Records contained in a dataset
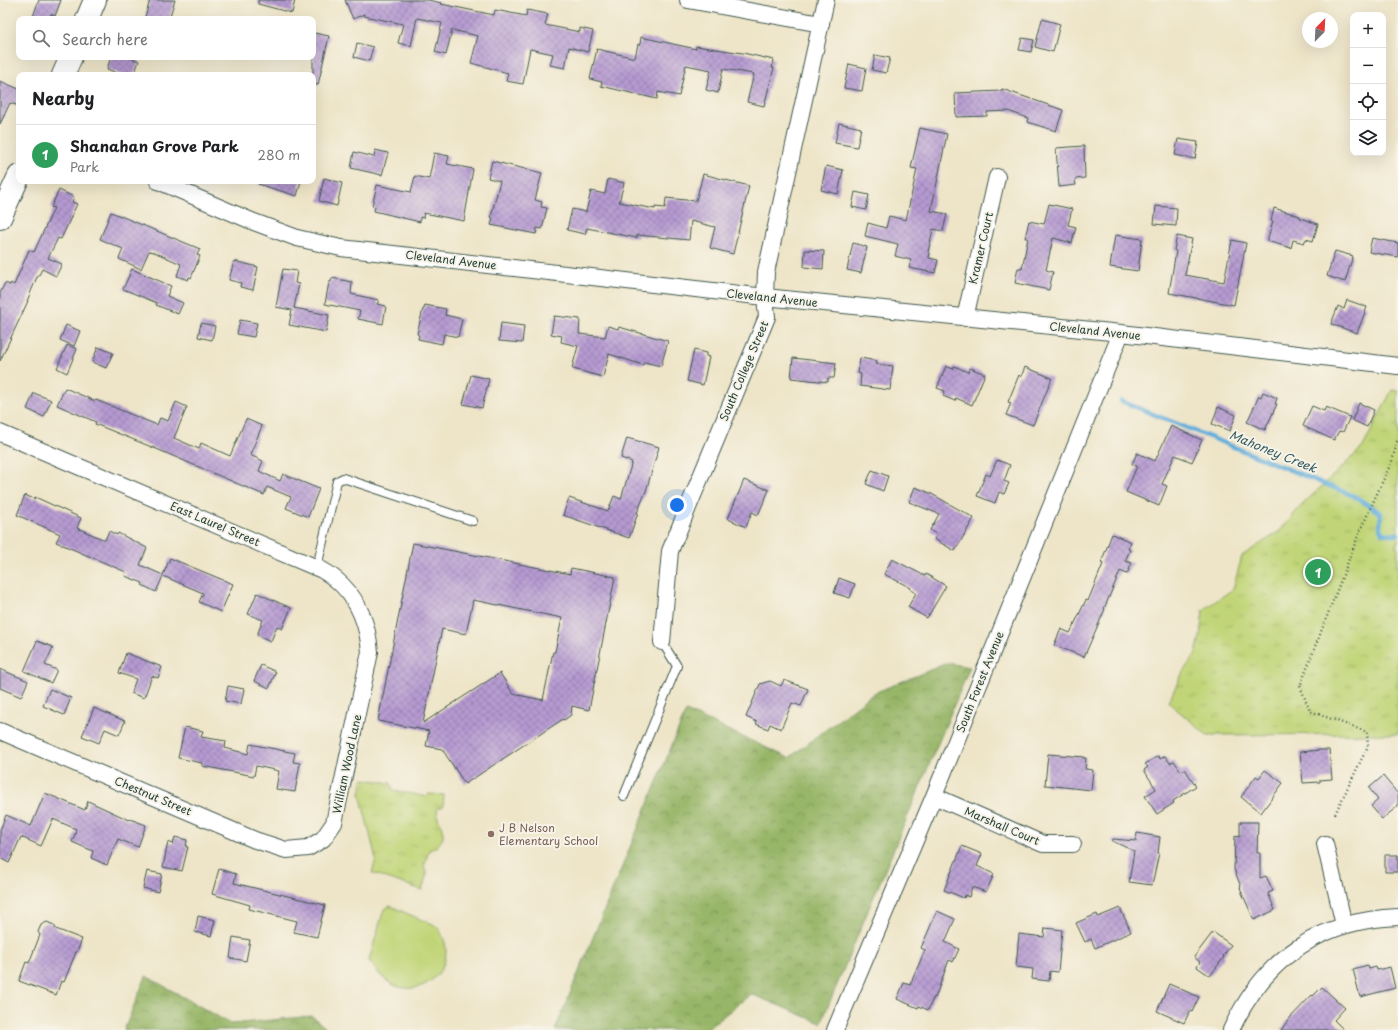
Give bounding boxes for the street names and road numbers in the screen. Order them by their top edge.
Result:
street label: Kramer Court [964,210,997,286]
street label: Cleveland Avenue [404,245,498,274]
street label: Cleveland Avenue [726,284,819,311]
street label: Cleveland Avenue [1049,317,1142,344]
street label: South College Street [715,318,773,424]
street label: East Laurel Street [168,497,263,550]
street label: South Forest Avenue [951,629,1008,735]
street label: William Wood Lane [328,712,365,815]
street label: Chestnut Street [112,772,195,820]
street label: Marshall Court [962,802,1043,849]

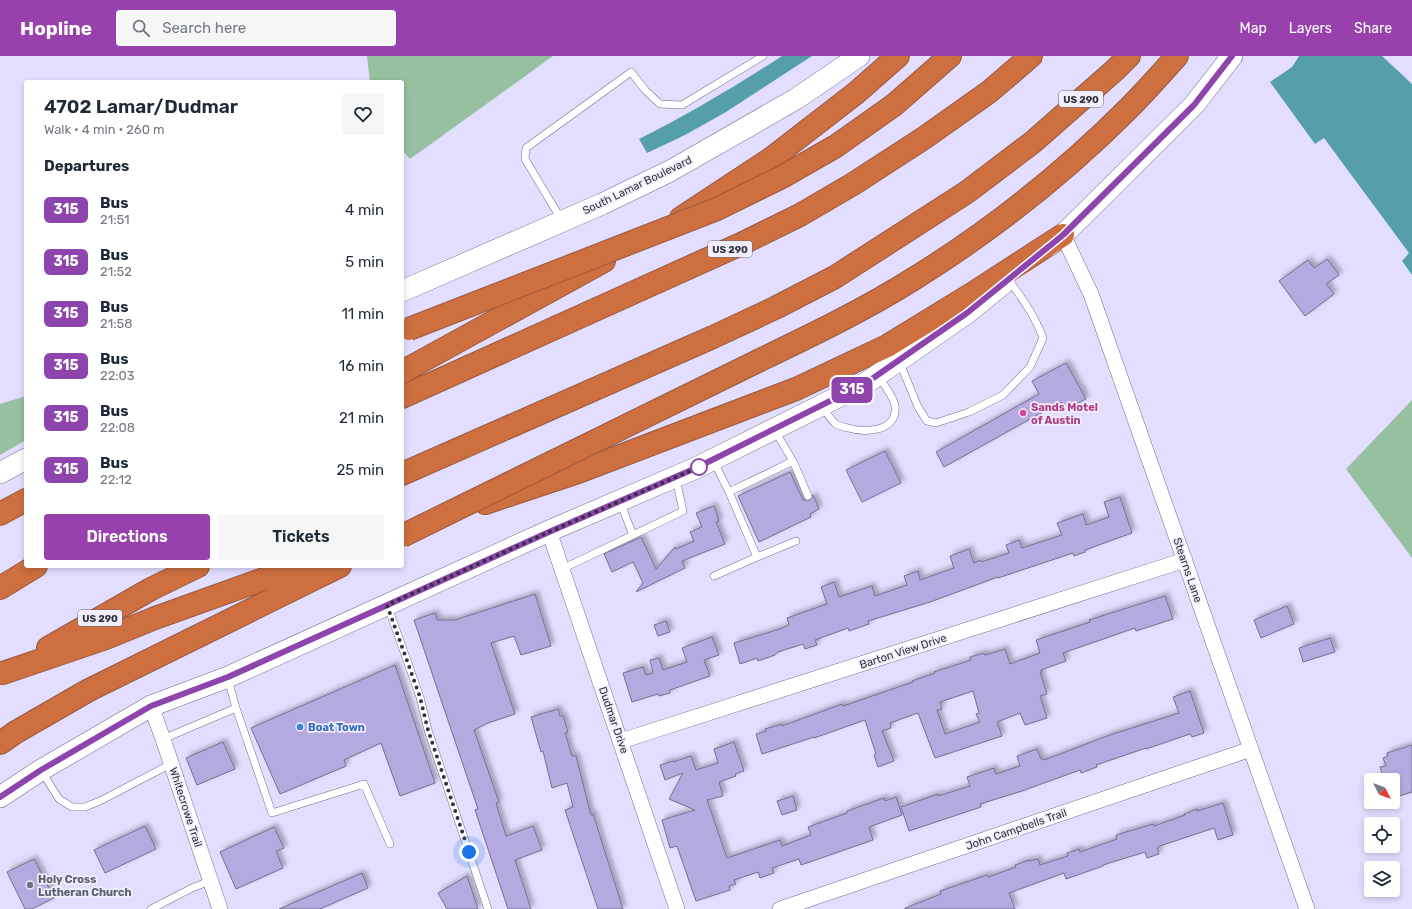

● THE TASK
Your reply should be the entries copied exactly, with all images omitted.

● RESULT
Give bounding boxes for the street names and road numbers in the screen. Order them by their top edge.
Result:
street label: Kramer Court [964,210,997,286]
street label: Cleveland Avenue [404,245,498,274]
street label: Cleveland Avenue [726,284,819,311]
street label: Cleveland Avenue [1049,317,1142,344]
street label: South College Street [715,318,773,424]
street label: East Laurel Street [168,497,263,550]
street label: South Forest Avenue [951,629,1008,735]
street label: William Wood Lane [328,712,365,815]
street label: Chestnut Street [112,772,195,820]
street label: Marshall Court [962,802,1043,849]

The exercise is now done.